Task directions:
For the data below, give the number of lines in which "limit" occurs. Include nothing besides that number.

Dataset content:
********************
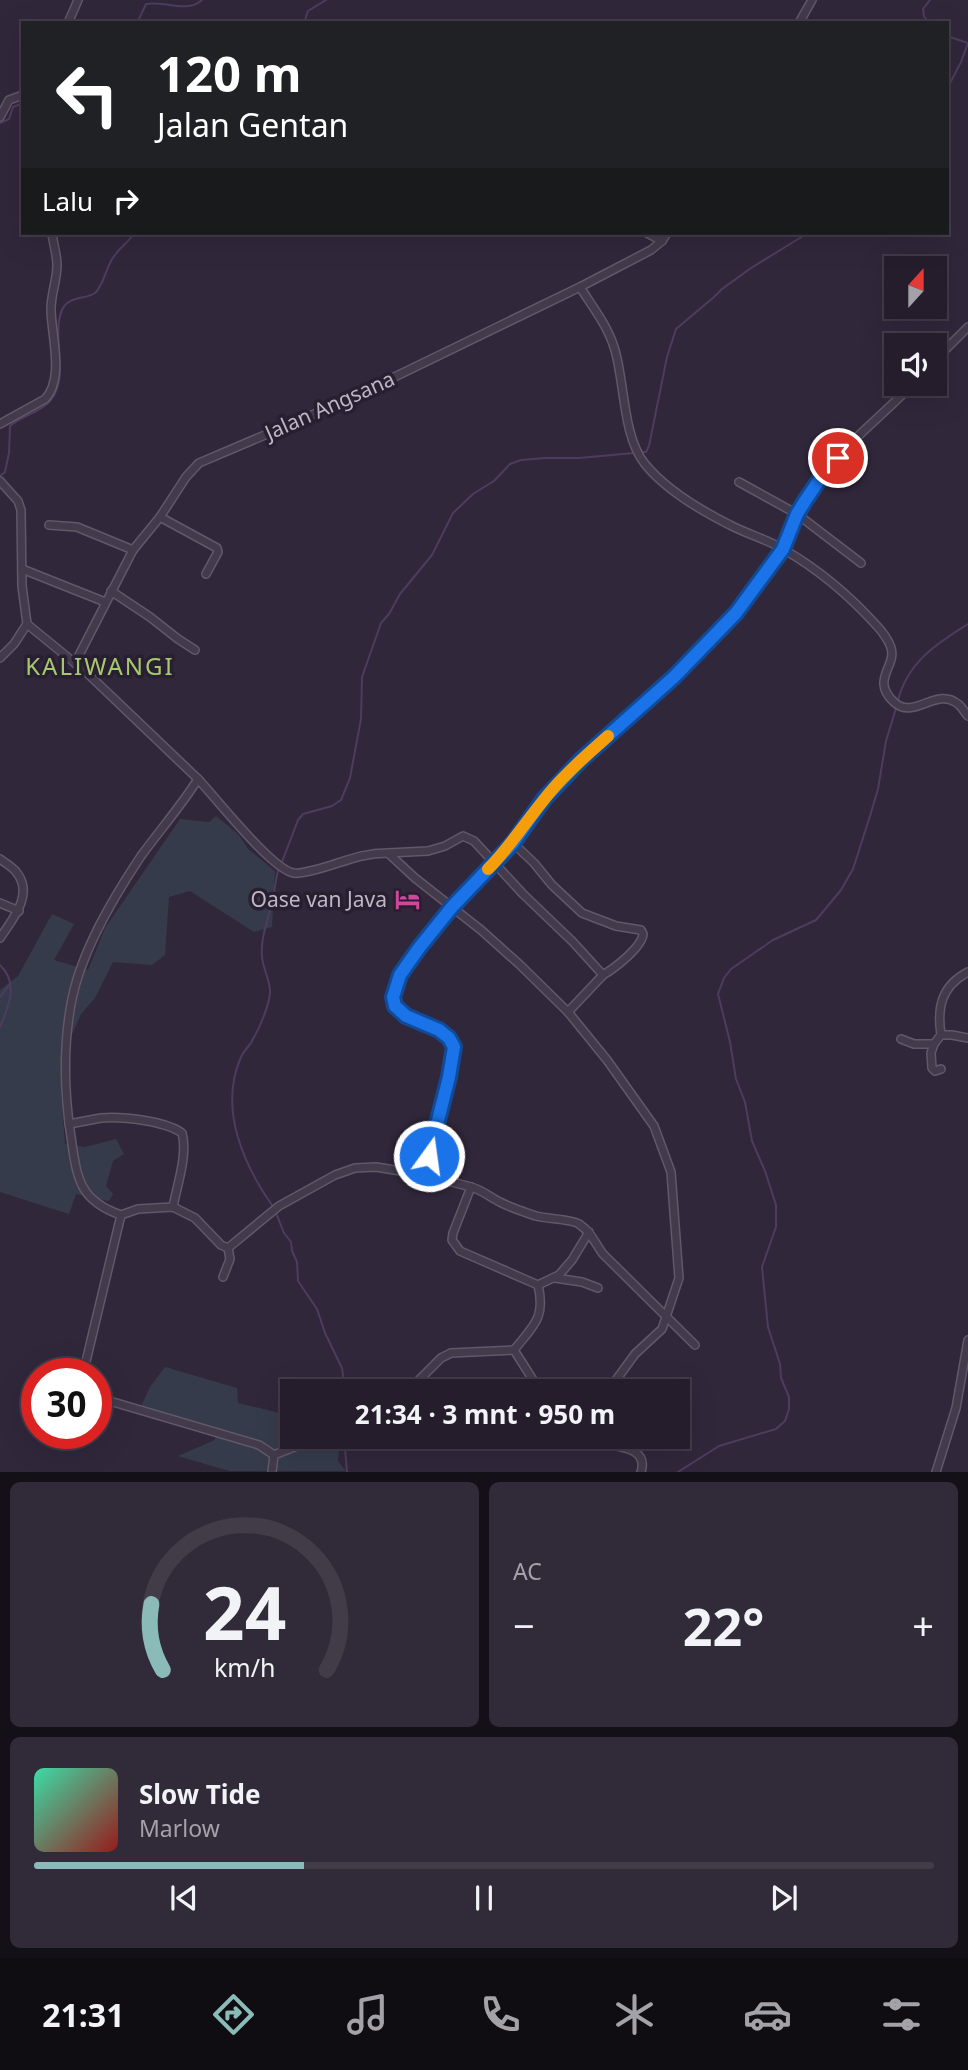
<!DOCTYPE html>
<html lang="id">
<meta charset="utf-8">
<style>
body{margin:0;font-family:"Noto Sans",sans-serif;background:#312a38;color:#f1f3f6;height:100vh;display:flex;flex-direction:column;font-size:26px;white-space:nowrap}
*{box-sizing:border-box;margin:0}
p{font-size:23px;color:#a3a2a9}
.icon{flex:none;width:38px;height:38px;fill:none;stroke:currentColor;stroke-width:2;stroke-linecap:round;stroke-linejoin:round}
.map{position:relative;height:1472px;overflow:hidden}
.drawer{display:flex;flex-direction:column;gap:10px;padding:10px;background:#141018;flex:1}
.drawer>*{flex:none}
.banner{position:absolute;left:21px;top:21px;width:928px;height:214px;border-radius:0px;box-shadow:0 7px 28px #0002,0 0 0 2px #423b48;background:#202124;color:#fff;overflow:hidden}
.needle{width:46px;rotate:21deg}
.fabs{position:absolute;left:884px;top:256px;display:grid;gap:14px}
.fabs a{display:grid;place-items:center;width:63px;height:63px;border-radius:0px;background:#251d2c;box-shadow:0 7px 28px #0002,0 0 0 2px #423b48;font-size:35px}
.speed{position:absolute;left:21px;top:1358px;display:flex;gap:14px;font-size:35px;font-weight:700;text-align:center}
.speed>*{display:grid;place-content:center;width:91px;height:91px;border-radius:50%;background:#251d2c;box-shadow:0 7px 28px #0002,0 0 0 2px #423b48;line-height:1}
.speed .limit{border:10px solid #d22;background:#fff;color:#111}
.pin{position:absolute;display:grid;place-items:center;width:60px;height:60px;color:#fff;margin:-30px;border:4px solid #fff;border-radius:50%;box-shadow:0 2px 7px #0007}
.me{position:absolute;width:77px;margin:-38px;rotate:14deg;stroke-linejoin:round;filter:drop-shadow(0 0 5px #0008)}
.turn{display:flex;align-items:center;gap:24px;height:147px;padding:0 21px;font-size:32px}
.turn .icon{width:91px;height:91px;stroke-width:2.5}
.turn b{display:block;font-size:49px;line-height:60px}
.then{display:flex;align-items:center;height:66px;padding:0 21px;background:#0003;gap:14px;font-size:26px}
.big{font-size:52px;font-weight:700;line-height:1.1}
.drawer .widget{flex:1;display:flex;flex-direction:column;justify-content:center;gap:10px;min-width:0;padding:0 24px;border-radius:10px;background:#312a38}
.drawer .dial{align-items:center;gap:0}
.dial svg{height:182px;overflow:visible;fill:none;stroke:#423b48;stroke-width:7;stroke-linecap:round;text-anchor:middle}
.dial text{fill:#f1f3f6;stroke:none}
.song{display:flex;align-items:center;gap:21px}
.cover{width:84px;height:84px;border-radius:10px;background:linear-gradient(135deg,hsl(160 70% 55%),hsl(0 70% 35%))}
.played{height:7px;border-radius:4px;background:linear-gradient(90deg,#8bbbb9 30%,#423b48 30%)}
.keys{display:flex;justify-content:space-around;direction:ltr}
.heat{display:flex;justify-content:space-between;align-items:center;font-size:38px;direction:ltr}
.drawer .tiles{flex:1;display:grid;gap:10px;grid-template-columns:1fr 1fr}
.widget:last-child{grid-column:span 2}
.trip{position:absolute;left:280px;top:1379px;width:410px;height:70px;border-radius:0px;background:#251d2c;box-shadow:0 7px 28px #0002,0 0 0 2px #423b48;font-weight:700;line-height:70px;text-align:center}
.tabs{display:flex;height:112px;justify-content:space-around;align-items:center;background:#0f0c12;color:#a3a2a9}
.tabs .icon{width:49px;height:49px}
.tabs .current{color:#8bbbb9}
.tabs b{font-size:32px;color:#f1f3f6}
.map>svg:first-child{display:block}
.green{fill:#363b4c}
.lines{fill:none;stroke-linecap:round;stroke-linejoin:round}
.stream{stroke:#4e3c5f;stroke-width:2}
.minor-casing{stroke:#615869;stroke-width:10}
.minor{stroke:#433a4b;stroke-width:7}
.route-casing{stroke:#114b97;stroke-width:18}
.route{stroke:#1a73e8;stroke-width:12}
.slow{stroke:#f59e0b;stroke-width:12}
.labels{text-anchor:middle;stroke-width:7;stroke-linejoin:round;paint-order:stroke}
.street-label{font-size:21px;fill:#bfb6c6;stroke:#281f30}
.poi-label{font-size:21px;fill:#bfb6c6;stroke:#281f30;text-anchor:end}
.quarter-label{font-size:24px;letter-spacing:2px;fill:#a8c86f;stroke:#281f30}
</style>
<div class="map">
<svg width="968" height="1472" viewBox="0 0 968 1472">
<rect width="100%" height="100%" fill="#31273b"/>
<g class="green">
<polygon points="216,816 238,834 248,849 275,871 272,927 254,932 190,891 169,897 165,955 152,965 113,962 95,998 81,1014 61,1059 61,1091 65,1144 85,1147 116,1139 124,1154 113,1161 106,1186 113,1194 109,1201 76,1194 69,1214 0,1192 0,990 18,976 52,914 74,924 54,960 88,970 105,928 180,819 209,822"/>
<polygon points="165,1367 237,1388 238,1403 284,1414 292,1411 292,1437 340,1437 338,1461 346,1471 229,1471 178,1456 215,1440 215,1436 138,1413 150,1387"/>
</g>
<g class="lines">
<g class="stream">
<path d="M137,23l9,-19c17,-4 41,10 56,-4"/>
<polyline points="304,23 308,11 326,0"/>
<polyline points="929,23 924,16 923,9 930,0"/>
<polyline points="947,36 968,43 961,62 947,89"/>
<polyline points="0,123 9,119 13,107 23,103"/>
<polyline points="639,452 646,452 649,446 667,357 676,329 714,297 722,289 751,268 808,233"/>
<path d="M0,476l5,-4 4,-19 1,-27c12,-11 30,-13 41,-26 19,-24 0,-64 11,-90 7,-15 23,-10 33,-17 3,-2 4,-6 6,-9 5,-9 7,-21 14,-29 5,-7 13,-13 18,-20l-1,-2"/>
<path d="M898,700c10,-38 39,-57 70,-76"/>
<polyline points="282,862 298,820 303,814 332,806 341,800 350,778 361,719 362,677 381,623 389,614 400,594 432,555 453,513 473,494 494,481 510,464 521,460 545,458 579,458 634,453"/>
<path d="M0,965c19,18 9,41 0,62"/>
<polyline points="0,997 10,984"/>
<path d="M274,1208c-30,-42 -56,-99 -33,-151 3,-7 9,-11 12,-18 7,-12 15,-31 17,-45 1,-12 -7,-25 -8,-37 -2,-19 7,-40 11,-58 2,-11 3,-22 6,-32"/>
<polyline points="276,1213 284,1233 291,1242 292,1251 297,1262 298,1281 317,1309 325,1333 342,1368 345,1391"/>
<polyline points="344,1437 347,1472"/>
<polyline points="678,1472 719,1446 776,1429 785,1421 789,1409 789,1397 781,1378 780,1364 768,1327 762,1267 776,1227 776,1205 765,1171 752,1141 745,1102 736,1079 730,1042 718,994 724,978 731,969 773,940 816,920 841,890 853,869 870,816 878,789 886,741 897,705"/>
</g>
<defs>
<g id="minor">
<polyline points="68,23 78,0"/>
<polyline points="799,23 812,0"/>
<polyline points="0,117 9,100 23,95"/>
<polyline points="647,233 662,241"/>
<path d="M580,287c12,19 27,38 34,60 11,33 8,89 31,117 21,26 55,46 85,61 17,9 36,14 53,24 35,20 67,47 94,77 5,5 12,15 14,22 6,18 -21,32 3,54 20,19 42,-16 64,2 4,3 7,9 10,12"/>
<polyline points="934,361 968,327"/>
<path d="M0,424l45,-25c20,-20 6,-65 6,-90 0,-15 6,-29 6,-44 0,-10 -4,-22 -5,-32"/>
<path d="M0,481l18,20 3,9 1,76 5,38 60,49 111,106c-17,27 -38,51 -57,77 -28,42 -59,94 -69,143 -9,45 -8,93 -1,138 6,40 7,63 50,78l-38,159"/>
<polyline points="739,482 797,514 861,563"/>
<polyline points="160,517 217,548 218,552 206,574"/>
<polyline points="49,525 77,527 133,550"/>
<polyline points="22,569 105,602"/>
<polyline points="111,591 150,617 178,639 195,650"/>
<polyline points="0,658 14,644 27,624"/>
<polyline points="75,663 133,550 160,517 186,477 199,463 347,400 580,287 651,250 662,241 667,233"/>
<path d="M198,779c17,18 75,92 96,94 4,1 11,-1 16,-2 29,-6 46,-18 78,-18l27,25 66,52 38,34 49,48 39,48 47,66 17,46 8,106 -17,51 -27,25 -27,37"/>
<path d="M388,853l40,-2 17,-5 18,-10 11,5 49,53 50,48 30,33c12,-7 39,-28 40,-41l-2,-4 -25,-4 -34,-13 -30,-28 -18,-22 -21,-20"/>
<path d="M0,859c5,4 13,8 17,14 17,22 -5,47 -17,65"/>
<polyline points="0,903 19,911"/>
<polyline points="568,1012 603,975"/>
<polyline points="941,1035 952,1035 968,1038"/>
<path d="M901,1039l13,5h20l7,-9c-4,-27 0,-49 27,-63"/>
<polyline points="934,1044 931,1053 932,1068 935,1071 941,1069"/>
<path d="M69,1124c11,-2 21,-4 32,-6 21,-2 64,3 81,15 6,22 -5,52 -9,74"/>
<path d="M471,1187c11,3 19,10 29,15 11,6 24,10 36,14 12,3 35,3 43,8 12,8 16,19 24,30l92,91"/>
<polyline points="121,1215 138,1209 173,1207 195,1218 221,1245 228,1248 279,1206 335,1175 355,1168 376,1167 425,1175"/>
<polyline points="223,1277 230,1259 228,1248"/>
<polyline points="555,1278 582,1282 598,1288"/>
<polyline points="538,1285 559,1275 572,1260 589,1232"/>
<polyline points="408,1391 441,1358 451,1353 514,1350"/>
<path d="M540,1391l-26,-41c19,-24 32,-32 24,-65l-78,-34 -8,-11 1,-7 18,-46 -46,-12c8,-35 19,-71 25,-108 1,-6 4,-15 3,-21 -5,-26 -64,-21 -59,-51 5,-37 74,-106 101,-133 19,-20 32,-42 49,-63 11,-13 24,-26 37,-38 51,-51 110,-94 156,-150 16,-19 36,-41 47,-64 10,-21 17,-42 30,-61 27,-39 67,-69 100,-103"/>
<polyline points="96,1397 259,1445 274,1455 272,1472"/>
<path d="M585,1437c5,2 10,5 16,6 16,4 48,4 40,29"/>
<polyline points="274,1455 319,1437"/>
<polyline points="936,1472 956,1408 968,1340"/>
</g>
</defs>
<use href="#minor" class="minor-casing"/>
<use href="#minor" class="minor"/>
</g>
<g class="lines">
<defs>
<polyline id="route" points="429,1156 449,1077 454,1047 449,1038 439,1030 406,1016 395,1006 393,997 400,975 419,948 452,907 513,843 544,799 581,760 674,677 736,613 783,549 797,514 805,501 824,473 838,458"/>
</defs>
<use href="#route" class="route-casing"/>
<use href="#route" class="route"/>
<path class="slow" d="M488,869c21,-21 36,-45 55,-68 18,-24 43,-45 65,-65"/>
</g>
<defs>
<symbol id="hotel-bare" viewBox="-9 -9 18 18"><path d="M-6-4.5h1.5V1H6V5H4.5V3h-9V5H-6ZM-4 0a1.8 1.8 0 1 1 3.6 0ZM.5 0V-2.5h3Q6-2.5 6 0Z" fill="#d1479c" stroke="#281f30" stroke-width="2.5" paint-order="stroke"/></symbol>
</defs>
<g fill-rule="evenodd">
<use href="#hotel-bare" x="390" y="882" width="35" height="35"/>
</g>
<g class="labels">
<g class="street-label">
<text transform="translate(330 406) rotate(-24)" y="7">Jalan Angsana</text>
</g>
<g class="poi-label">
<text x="387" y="907">Oase van Java</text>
</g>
<g class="quarter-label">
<text x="100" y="675">KALIWANGI</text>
</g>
</g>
</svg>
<div class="fabs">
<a><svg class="needle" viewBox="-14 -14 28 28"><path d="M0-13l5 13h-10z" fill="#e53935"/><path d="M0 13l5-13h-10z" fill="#a3a2a9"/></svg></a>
<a><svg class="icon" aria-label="sound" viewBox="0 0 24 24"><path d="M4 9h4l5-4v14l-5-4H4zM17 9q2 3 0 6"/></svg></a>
</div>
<div class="speed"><div class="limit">30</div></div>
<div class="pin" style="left:838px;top:458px;background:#d93025"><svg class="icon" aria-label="arrive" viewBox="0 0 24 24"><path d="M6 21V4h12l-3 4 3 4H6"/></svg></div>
<svg class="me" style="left:429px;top:1156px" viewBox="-20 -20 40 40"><circle r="17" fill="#1a73e8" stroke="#fff" stroke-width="3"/><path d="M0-11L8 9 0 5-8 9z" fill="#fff"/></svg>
<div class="trip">21:34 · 3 mnt · 950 m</div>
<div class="banner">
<div class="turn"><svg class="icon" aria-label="left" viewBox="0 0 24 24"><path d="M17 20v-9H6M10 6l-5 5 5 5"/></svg><div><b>120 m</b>Jalan Gentan</div></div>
<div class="then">Lalu<svg class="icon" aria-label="right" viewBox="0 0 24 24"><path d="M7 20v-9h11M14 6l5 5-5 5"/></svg></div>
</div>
</div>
<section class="drawer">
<div class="tiles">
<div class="widget dial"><svg viewBox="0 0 100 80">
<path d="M14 69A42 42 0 1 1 86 69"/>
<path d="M14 69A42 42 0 0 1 9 40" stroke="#8bbbb9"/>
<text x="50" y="56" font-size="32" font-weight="700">24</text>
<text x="50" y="72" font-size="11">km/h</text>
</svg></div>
<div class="widget"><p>AC</p>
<div class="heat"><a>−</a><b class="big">22°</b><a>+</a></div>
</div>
<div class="widget">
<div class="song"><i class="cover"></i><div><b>Slow Tide</b><p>Marlow</p></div></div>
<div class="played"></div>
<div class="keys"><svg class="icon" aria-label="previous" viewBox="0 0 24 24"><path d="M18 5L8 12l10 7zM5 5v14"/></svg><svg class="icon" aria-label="pause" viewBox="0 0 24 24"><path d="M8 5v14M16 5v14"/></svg><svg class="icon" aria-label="next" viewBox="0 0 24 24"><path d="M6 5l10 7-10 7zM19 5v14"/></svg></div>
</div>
</div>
</section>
<nav class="tabs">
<b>21:31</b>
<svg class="icon current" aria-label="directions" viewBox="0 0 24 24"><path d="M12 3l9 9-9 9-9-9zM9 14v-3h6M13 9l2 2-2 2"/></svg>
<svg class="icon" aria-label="music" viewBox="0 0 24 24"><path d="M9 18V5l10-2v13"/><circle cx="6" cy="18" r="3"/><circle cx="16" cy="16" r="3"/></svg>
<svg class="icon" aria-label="phone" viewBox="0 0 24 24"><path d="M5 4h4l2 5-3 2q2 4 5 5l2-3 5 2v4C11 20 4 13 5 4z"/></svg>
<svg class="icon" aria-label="climate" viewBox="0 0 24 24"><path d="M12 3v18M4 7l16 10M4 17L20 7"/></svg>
<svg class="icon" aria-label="car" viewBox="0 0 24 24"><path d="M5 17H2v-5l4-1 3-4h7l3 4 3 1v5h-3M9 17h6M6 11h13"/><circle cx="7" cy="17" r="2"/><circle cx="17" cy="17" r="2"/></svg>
<svg class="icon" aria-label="filters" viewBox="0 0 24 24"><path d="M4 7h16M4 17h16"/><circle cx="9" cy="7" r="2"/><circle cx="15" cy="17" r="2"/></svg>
</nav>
********************
Exercise result:
2